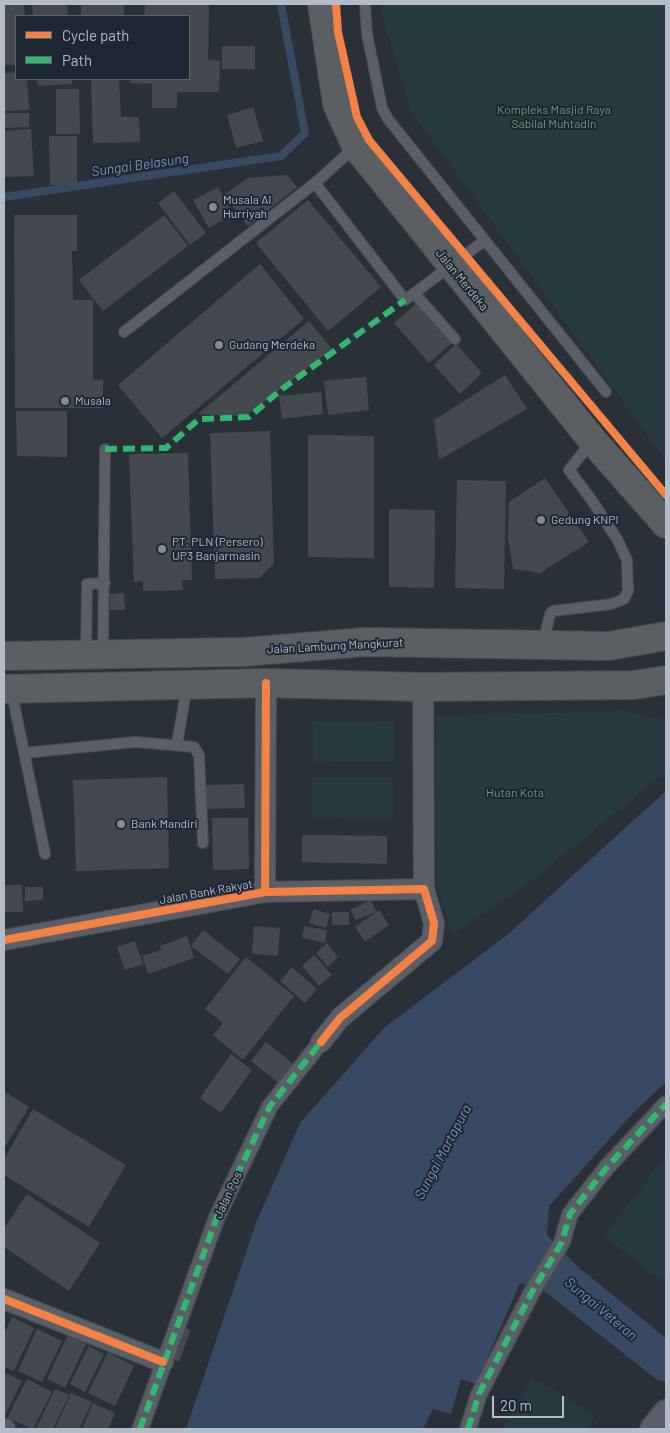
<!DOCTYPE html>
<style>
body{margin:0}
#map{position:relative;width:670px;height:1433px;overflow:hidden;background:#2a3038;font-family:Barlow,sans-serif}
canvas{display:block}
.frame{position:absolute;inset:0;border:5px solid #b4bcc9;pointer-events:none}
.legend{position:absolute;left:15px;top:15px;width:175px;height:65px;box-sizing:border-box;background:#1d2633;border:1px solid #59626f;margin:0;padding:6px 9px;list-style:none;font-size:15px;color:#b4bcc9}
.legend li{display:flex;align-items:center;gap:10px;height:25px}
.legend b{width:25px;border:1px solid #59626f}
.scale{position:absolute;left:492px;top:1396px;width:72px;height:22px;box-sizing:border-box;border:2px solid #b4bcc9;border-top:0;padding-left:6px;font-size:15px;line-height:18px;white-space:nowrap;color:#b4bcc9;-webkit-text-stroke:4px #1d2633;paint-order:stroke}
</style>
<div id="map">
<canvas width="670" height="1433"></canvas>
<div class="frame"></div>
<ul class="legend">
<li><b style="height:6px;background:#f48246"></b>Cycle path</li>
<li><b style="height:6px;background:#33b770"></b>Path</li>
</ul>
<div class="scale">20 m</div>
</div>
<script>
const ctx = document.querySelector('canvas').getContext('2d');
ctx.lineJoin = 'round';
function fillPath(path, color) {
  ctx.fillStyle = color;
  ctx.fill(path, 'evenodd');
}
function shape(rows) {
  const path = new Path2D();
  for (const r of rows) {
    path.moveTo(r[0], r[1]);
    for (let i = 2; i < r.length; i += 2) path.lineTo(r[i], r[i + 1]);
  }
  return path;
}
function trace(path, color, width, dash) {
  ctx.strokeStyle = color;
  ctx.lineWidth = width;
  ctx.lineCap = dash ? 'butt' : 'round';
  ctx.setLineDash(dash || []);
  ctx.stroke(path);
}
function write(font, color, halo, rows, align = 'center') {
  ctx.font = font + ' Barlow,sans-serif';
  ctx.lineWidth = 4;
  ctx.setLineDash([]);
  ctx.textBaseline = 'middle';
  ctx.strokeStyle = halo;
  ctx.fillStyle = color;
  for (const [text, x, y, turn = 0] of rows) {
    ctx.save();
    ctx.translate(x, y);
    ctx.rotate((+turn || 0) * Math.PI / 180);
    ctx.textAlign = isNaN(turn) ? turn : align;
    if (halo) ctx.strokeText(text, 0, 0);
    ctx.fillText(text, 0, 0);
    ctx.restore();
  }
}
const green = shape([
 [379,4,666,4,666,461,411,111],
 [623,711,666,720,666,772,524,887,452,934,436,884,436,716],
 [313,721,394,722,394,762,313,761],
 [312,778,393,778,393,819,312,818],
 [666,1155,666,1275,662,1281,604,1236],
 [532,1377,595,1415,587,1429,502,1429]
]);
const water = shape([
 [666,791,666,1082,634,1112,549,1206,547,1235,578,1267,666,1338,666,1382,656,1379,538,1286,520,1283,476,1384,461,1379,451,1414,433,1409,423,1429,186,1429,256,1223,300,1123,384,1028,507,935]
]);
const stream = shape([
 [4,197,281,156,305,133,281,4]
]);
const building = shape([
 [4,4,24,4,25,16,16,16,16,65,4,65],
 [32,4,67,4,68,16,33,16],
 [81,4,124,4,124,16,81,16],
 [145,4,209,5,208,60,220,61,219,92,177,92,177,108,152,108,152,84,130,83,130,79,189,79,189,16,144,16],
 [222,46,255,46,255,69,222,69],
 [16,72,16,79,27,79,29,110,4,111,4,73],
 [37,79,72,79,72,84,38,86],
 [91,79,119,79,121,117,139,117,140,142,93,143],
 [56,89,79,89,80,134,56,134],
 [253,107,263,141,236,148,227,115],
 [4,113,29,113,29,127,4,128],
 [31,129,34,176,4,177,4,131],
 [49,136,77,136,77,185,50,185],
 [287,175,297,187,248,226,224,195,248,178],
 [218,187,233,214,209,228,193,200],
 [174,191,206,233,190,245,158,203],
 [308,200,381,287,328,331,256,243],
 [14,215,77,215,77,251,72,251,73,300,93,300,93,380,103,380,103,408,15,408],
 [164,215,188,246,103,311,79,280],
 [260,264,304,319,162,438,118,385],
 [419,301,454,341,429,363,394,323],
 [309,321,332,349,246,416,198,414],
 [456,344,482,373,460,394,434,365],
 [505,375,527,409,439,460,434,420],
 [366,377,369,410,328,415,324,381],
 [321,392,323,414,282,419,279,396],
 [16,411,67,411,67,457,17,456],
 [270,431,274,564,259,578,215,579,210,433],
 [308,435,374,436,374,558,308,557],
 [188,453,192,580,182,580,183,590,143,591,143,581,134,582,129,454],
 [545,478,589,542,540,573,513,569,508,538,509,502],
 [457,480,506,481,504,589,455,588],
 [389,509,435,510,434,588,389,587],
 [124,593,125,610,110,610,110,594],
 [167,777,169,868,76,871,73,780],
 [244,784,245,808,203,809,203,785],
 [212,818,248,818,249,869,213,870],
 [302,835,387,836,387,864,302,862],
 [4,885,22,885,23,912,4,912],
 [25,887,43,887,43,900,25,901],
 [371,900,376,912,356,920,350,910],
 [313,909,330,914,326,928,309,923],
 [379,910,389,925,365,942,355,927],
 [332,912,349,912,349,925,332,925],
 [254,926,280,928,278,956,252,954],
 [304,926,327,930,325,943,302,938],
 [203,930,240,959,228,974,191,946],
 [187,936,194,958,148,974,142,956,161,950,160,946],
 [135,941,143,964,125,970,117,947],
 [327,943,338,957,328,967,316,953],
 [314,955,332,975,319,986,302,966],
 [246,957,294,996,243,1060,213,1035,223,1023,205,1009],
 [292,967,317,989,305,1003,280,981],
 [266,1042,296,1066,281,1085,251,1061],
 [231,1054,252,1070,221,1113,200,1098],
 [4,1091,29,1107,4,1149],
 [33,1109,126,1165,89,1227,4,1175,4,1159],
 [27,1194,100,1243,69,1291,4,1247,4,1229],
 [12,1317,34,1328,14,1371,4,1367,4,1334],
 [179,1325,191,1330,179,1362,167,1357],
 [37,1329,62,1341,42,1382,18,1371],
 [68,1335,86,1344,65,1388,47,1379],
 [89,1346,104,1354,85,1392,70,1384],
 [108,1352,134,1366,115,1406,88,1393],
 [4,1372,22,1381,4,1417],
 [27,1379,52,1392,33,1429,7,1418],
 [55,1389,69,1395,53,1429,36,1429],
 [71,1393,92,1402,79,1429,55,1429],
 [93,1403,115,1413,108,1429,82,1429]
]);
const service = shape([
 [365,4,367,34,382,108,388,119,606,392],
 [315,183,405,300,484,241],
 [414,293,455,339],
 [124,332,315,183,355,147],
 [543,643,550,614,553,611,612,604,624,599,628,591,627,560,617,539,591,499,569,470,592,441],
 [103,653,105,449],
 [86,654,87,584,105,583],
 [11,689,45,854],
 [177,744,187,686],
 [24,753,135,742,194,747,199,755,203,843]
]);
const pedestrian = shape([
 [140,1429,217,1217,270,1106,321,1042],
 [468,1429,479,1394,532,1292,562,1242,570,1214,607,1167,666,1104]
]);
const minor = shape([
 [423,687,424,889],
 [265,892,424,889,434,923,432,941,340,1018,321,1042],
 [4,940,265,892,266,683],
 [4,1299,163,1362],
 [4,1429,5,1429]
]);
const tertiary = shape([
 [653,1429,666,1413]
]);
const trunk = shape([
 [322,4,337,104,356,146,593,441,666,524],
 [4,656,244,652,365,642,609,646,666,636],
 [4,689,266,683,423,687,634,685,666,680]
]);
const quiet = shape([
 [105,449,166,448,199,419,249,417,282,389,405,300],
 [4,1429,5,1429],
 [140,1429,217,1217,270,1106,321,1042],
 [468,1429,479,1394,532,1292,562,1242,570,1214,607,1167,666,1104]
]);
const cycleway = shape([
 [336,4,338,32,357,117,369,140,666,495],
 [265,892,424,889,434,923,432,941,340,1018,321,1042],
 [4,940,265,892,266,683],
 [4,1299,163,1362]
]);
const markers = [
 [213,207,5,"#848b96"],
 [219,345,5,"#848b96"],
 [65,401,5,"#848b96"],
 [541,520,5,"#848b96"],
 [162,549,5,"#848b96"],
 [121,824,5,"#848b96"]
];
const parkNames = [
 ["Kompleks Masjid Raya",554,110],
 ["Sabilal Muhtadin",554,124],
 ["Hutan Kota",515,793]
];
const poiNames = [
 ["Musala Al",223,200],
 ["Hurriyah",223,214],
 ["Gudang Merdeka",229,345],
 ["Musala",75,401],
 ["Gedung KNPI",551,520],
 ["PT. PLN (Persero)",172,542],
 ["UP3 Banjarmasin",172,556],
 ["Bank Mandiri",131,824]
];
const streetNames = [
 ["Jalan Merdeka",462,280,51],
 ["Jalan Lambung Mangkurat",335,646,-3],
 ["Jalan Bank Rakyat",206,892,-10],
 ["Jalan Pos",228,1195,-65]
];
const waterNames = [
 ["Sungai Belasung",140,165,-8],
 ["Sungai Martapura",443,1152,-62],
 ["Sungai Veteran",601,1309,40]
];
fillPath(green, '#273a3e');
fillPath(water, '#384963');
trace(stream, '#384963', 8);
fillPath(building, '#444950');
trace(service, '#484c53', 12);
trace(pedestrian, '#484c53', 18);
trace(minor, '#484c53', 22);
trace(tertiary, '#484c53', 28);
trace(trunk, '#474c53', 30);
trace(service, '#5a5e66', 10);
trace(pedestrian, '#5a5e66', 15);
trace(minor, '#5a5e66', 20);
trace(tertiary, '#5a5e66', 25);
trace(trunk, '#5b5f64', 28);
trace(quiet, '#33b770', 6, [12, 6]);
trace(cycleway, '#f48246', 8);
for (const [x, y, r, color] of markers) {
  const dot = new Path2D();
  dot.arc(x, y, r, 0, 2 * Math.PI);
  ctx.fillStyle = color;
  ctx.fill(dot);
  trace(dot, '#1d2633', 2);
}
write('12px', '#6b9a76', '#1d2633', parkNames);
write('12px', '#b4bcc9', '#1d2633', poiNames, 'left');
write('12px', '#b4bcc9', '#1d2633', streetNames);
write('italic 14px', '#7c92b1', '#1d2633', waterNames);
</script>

□ □ □ □ □

EXERCISE REQUIREMENTS: The answer should be a single number: how many lines in the entries contain "halo".

SOLUTION TO THIS PROBLEM: 3